2. Penanganan aspek hukum, keamanan dan keselamatan sebagaimana dimaksud pada Ayat (1) meliputi:
    -upaya perlindungan dan penyelamatan korban;
    -upaya forensik untuk pembuktian; dan
    -identifikasi pelaku.

3. Penanganan aspek kesehatan fisik, mental, dan seksual pada korban kekerasan seksual sebagaimana dimaksud pada Ayat (1) meliputi:
    -pemeriksaan fisik, mental, dan penunjang
    -pengobatan luka dan/atau cedera;
    -pencegahan dan/atau penanganan penyakit menular seksual;
    -pencegahan dan/atau penanganan kehamilan;
    -terapi psikiatri dan psikoterapi; dan
    -rehabilitasi psikososial.

4. Ketentuan mengenai penanganan korban kekerasan seksual dilaksanakan sesuai dengan ketentuan peraturan perundang-undangan.
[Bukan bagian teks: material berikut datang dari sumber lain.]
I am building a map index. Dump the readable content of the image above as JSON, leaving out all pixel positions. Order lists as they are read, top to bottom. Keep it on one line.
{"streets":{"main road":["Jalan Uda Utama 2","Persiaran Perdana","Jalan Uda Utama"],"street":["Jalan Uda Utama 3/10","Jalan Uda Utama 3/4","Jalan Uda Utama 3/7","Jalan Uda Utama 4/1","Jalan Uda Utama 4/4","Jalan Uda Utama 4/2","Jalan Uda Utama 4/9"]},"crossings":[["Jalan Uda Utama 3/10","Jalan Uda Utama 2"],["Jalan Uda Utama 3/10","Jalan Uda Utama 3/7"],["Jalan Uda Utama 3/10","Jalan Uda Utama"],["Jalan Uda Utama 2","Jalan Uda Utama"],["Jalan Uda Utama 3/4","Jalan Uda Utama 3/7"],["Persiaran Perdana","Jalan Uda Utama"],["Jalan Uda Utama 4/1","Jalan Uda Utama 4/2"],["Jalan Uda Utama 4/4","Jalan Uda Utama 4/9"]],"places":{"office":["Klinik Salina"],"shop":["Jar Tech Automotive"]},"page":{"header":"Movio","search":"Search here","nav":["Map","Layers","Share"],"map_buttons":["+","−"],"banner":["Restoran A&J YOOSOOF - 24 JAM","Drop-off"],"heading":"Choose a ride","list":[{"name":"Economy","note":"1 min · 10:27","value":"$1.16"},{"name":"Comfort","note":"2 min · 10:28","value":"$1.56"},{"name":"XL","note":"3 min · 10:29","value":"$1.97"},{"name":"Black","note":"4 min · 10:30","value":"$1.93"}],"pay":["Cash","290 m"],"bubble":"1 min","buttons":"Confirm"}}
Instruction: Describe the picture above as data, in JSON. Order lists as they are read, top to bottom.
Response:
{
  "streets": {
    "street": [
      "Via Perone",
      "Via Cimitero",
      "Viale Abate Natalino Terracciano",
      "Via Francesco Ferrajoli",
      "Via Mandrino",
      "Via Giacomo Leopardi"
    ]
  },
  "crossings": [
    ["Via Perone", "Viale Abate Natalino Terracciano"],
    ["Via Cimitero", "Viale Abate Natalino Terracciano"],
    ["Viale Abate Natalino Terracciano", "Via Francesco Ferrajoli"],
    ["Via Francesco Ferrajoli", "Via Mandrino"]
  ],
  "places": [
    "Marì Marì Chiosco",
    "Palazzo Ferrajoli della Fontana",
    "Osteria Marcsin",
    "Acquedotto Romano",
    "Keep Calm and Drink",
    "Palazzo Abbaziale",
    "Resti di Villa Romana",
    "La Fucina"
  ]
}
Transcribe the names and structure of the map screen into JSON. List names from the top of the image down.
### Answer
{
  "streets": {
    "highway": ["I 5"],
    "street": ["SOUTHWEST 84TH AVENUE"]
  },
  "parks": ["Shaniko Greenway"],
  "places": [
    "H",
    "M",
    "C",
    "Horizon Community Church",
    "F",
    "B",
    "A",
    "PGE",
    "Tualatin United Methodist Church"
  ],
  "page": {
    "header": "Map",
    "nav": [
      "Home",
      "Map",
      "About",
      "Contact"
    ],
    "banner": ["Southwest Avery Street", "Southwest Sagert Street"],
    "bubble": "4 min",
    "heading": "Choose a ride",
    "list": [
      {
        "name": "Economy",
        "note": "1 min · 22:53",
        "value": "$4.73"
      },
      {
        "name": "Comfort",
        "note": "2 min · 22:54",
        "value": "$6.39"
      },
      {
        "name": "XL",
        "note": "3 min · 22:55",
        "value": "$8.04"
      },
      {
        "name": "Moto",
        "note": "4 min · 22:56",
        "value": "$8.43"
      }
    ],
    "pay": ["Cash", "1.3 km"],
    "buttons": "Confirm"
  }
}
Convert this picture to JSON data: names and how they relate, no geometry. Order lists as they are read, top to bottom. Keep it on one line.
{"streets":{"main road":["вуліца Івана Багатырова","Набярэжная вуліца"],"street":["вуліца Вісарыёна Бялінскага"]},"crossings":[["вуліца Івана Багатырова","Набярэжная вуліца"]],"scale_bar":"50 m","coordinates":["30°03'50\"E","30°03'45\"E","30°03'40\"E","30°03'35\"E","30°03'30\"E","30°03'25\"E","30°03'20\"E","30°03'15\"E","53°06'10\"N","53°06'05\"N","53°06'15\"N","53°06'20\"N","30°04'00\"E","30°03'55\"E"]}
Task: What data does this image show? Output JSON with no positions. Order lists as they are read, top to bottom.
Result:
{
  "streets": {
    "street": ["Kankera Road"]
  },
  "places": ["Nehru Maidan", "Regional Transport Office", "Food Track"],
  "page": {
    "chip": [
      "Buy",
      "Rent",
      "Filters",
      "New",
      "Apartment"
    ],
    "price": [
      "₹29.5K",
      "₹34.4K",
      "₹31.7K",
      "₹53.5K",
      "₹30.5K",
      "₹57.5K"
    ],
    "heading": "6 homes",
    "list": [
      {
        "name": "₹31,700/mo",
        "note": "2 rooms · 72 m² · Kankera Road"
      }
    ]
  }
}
Pasal 31 1. Tindakan aborsi hanya dapat dilakukan berdasarkan:
    -indikasi kedaruratan medis; atau
    -kehamilan akibat perkosaan.

2. Tindakan aborsi akibat perkosaan sebagaimana dimaksud pada ayat (1) huruf b hanya dapat dilakukan apabila usia kehamilan paling lama berusia 40 (empat puluh) hari dihitung sejak hari pertama haid terakhir.
Pasal 34 1. Kehamilan akibat perkosaan sebagaimana dimaksud dalam Pasal 31 Ayat (1) huruf b merupakan kehamilan hasil hubungan seksual tanpa adanya persetujuan dari pihak perempuan sesuai dengan ketentuan peraturan perundang-undangan.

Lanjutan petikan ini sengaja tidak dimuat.